[ovirt-users] Re: DR on hyperconverged deployment

wodel youchi Thu, 02 Apr 2020 16:34:23 -0700

Hi,
Thank you for your reply, but I already did all of that but I didn't
understand everything and I got several problems on the way of doing the
fail-over then a fail-back. I am writing this mail in hope to clarify those
things.
I will try to express my self correctly and give as much details as that I
can.

*The LAB :*
My LAB contains two single-host oVirt-HCI platforms, one to act as the *primary
site  (the source)* the second as the *disaster-recovery site (the target)*.
Each HCI site contains one data domain, the domain is comprised of a
gluster volume which is backed by one brick. The volumes (source and
target) have the same size, and they have been created within the process
of the HCI deployment.
*At the end of the deployment, I detached the deleted the gluster data
domain on the target site, but I didn't delete the target volume.*

My goal is to test the disaster recovery (active-passive DR to be precise)
process on an HCI implementation. To test the fail-over and the fail-back
process entirely.

*Documentation*

RHHI 1.7
Maintaining_Red_Hat_Hyperconverged_Infrastructure_for_Virtualization-en-US
and I started my implementation

I prepared all the ansible playbooks.

*The Test procedure:*

*Fail-over*

1 - Create a Windows10 VM on the source volume.

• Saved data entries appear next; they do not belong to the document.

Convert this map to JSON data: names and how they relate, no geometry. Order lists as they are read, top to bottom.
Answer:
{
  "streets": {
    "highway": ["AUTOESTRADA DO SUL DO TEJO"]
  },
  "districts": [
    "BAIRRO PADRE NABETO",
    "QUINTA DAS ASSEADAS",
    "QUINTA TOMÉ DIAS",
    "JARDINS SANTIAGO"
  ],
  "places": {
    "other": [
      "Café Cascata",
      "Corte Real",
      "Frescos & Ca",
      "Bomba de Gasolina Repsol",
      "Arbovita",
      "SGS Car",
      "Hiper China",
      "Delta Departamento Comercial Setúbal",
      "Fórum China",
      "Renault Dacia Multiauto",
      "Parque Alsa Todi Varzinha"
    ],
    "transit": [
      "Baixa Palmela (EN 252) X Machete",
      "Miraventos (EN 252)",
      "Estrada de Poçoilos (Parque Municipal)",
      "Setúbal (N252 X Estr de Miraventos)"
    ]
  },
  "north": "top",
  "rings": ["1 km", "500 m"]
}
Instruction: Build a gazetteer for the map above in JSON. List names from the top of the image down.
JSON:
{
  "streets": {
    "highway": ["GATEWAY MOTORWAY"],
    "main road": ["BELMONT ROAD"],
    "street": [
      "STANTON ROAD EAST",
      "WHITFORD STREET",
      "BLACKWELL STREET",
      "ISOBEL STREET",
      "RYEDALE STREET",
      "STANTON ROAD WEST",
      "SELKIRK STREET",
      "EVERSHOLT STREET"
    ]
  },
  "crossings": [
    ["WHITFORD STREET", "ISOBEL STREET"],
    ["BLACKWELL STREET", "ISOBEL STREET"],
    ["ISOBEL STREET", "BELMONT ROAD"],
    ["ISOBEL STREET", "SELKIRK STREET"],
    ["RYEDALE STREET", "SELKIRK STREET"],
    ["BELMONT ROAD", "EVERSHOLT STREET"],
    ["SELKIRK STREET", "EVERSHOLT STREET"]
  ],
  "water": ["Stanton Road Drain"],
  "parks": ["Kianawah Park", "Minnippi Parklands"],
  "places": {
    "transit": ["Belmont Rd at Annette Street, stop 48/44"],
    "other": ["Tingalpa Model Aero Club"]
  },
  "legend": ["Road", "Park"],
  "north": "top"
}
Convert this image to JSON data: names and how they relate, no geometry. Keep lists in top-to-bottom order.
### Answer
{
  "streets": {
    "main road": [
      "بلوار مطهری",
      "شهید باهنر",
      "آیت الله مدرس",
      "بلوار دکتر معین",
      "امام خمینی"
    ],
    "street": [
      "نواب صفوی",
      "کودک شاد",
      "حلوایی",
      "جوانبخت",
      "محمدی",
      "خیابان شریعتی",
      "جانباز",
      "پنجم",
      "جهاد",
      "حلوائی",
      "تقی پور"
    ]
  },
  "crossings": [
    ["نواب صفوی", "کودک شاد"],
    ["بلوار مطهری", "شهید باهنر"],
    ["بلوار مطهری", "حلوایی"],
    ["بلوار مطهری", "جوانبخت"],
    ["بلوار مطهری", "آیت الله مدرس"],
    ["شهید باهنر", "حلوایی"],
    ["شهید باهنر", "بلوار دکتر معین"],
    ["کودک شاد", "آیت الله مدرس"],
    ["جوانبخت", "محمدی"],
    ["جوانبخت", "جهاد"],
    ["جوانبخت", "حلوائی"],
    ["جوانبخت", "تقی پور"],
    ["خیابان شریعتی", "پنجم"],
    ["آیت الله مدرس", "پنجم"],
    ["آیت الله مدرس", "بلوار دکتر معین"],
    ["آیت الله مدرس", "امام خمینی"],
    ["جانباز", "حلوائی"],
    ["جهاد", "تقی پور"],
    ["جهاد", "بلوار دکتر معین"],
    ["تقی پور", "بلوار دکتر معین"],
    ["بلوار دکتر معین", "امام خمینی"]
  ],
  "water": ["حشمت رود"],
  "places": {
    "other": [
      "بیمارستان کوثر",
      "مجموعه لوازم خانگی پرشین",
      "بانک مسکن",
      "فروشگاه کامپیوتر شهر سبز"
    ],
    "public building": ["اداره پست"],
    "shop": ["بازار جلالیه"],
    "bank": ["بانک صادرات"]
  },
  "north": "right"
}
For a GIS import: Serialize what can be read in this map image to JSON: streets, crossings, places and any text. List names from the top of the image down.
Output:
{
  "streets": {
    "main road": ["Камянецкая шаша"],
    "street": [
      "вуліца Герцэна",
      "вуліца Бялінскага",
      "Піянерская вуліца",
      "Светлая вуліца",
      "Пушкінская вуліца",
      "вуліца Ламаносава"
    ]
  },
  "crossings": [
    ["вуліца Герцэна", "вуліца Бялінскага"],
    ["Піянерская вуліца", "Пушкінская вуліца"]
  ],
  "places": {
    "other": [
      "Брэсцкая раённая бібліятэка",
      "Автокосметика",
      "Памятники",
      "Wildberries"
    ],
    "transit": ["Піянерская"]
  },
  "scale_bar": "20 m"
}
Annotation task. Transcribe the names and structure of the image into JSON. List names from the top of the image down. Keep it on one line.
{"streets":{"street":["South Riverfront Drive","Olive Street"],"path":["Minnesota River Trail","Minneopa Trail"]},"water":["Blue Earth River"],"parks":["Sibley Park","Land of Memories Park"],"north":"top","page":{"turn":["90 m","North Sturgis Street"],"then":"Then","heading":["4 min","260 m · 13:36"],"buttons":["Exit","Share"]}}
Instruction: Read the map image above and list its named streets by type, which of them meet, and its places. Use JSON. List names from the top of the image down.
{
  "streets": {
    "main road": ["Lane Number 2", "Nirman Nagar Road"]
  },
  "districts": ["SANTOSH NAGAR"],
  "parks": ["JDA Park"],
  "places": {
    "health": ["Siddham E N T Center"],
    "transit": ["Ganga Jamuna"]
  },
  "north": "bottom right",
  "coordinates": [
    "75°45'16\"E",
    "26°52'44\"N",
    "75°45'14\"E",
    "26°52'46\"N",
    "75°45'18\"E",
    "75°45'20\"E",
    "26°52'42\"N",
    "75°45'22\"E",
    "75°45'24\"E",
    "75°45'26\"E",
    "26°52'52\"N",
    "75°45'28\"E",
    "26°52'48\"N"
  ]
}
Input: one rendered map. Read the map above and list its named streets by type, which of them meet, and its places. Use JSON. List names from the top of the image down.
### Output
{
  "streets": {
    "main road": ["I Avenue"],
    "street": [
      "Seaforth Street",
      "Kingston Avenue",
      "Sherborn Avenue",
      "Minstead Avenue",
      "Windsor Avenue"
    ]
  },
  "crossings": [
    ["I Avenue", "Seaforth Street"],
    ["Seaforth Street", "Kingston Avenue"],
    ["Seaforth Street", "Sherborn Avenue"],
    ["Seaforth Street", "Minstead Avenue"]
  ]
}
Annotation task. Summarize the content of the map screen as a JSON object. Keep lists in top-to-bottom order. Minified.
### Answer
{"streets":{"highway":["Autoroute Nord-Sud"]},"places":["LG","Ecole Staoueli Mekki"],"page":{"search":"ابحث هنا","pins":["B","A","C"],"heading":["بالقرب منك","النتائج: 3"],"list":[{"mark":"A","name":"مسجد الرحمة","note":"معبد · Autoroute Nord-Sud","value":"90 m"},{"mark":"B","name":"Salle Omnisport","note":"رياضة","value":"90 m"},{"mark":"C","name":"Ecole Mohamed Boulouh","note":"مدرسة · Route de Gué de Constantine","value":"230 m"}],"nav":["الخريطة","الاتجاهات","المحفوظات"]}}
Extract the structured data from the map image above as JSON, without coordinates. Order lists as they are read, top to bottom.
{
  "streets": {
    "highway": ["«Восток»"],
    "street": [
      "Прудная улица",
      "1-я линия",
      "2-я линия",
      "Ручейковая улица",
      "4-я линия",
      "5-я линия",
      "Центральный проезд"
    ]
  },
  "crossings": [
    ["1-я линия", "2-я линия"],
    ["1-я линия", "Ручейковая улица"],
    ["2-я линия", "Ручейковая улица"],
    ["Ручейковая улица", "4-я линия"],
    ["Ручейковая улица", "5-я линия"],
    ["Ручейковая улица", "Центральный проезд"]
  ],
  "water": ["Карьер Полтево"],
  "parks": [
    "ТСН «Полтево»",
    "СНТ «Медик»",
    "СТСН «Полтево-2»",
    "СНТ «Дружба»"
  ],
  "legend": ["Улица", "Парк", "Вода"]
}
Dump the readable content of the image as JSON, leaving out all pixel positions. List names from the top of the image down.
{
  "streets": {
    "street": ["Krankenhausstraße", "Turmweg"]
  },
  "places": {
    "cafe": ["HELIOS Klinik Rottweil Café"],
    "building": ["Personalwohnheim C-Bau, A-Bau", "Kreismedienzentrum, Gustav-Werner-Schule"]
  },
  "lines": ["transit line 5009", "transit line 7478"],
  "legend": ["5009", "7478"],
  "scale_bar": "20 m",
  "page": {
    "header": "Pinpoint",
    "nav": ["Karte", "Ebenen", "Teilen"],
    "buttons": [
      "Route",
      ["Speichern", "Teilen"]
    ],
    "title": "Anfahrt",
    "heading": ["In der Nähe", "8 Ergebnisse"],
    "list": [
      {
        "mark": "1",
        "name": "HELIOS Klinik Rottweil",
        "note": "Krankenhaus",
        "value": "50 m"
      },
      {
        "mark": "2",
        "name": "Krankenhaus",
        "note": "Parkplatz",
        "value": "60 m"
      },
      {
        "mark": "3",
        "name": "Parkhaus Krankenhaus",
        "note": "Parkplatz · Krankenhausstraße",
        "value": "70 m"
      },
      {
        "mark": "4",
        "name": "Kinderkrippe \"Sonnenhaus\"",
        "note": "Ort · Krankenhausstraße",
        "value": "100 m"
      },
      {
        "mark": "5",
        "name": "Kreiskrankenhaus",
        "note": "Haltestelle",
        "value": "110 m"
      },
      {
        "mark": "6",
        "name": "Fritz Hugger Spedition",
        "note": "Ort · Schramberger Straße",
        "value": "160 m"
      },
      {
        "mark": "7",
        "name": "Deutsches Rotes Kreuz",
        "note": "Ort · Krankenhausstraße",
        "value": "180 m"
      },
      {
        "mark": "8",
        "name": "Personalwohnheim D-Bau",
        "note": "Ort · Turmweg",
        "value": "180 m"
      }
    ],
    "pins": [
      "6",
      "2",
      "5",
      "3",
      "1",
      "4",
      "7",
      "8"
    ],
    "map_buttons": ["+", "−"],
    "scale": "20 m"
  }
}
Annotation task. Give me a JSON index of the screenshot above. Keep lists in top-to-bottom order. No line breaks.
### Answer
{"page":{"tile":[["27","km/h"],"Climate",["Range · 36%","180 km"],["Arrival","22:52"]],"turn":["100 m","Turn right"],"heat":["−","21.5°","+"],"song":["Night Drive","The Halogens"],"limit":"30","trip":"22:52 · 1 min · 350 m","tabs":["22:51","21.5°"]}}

2 - Replicate to the DR site.

3 - Execute the fail-over procedure and test if the WM is usable in the
target platform.

4 - Detach and Delete the data domain in the target platform without
touching the target volume

5 - Make changes to the Win10 VM on the source volume (creating files and
installing software)

6 - Replicate again to the DR site then execute another fail-over and see
if the modification were synced.

*Fail-back*

1 - Make changes to the Win10 VM on the target volume (deleting files) *and
especially creating a snapshot*

2 - Detach and Delete the data domain in the source platform without
touching the source volume.

3 - Replicate to the source site.

4 - Execute the clean up playbook

5 - Execute the fail-over and WM is usable in the source platform and that
the modifications were synced especially the snapshot

*Things I need to confirm :*

1 - When creating the geo-replication from the primary site to the target
site, we get to a point where we have to create "*Scheduling regular
backups using geo-replication*", from my understanding it's like a cron job
that starts the geo-replication at a specific time (or day time), and from
my testing, the geo-replication starts syncing at that precise time and
when its "*CRAWL STATUS*" reaches "Changelog Crawl" it stops the
synchronization. In other terms when the geo-replication reaches the same
date as the check-point (the specific time).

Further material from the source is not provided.